[317]. It is so generally assumed that Sullivan’s mature style is without historical antecedents that the even more definitely quattrocento character of the entrance here, as well as of those of the Guaranty Building, is rarely noted.

[318]. The five southernmost bays are an addition made in 1906 by D. H. Burnham & Co. They follow, with some slight diminution in the bay-width, Sullivan’s original design.

The form of the Burnham firm’s name in these years is significant of the increasing anonymity of architectural practice in America as the scale of operation increased (see Chapter [24]).

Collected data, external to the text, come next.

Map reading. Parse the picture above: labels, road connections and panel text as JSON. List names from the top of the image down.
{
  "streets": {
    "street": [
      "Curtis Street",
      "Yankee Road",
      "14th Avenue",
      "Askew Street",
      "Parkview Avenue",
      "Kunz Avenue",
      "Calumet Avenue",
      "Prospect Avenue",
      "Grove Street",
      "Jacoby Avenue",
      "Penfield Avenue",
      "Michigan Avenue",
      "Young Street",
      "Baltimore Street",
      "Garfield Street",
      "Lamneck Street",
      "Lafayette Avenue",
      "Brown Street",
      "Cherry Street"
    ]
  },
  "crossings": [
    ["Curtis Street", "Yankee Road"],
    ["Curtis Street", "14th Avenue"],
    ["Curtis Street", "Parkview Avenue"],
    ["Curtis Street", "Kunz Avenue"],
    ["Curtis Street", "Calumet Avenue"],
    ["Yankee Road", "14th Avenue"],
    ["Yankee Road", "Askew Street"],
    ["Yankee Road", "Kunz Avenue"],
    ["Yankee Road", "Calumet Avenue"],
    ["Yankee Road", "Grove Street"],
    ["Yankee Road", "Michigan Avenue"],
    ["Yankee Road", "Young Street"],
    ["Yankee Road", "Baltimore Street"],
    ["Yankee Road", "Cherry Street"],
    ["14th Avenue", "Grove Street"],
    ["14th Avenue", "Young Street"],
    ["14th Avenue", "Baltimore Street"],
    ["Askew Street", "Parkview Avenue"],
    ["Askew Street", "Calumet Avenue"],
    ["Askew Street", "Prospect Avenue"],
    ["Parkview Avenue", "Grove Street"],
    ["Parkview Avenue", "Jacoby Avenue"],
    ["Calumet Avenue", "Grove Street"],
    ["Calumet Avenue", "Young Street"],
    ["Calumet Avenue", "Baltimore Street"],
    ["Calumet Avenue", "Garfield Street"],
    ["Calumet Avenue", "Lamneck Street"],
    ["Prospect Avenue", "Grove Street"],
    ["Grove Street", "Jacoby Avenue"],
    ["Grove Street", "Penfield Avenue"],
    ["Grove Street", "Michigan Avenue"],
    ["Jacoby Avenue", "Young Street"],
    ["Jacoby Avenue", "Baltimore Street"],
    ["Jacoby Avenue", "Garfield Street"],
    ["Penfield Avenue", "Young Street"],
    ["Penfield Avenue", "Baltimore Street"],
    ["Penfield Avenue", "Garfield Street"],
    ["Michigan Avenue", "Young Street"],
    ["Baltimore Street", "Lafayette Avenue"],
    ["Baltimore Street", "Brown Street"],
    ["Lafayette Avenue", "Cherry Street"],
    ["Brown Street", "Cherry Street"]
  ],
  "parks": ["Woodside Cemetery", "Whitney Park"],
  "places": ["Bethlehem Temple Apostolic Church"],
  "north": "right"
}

[319]. See Purcell and Elmslie Architects (Walker Art Gallery Exhibition Catalogue), Minneapolis, 1953, and Gebhard, D., ‘Louis Sullivan and George Grant Elmslie’, Journal of the Society of Architectural Historians, XIX (1960), 62-8, and A Guide to the Existing Architecture of Purcell and Elmslie, Roswell, N. M., 1960.

[320]. Of more interest than the skyscraper is a smaller and earlier Singer Building, also by Flagg. Flagg was one American who retained contact with the French tradition of exposed metal construction as well as with the academic aspects of ‘Beaux Arts’ design as his first Singer Building illustrates.

[321]. See Schuyler, M., ‘The Work of N. LeBrun & Sons’, Architectural Record, XXVII (1910), 365-80. The Metropolitan Tower is, of course, the work of a firm not of a single architect; LeBrun himself had been dead for some years.

[322]. See Schuyler, M., ‘“The Towers of Manhattan” and Notes on the Woolworth Building’, Architectural Record, XXX (1913), 98-122.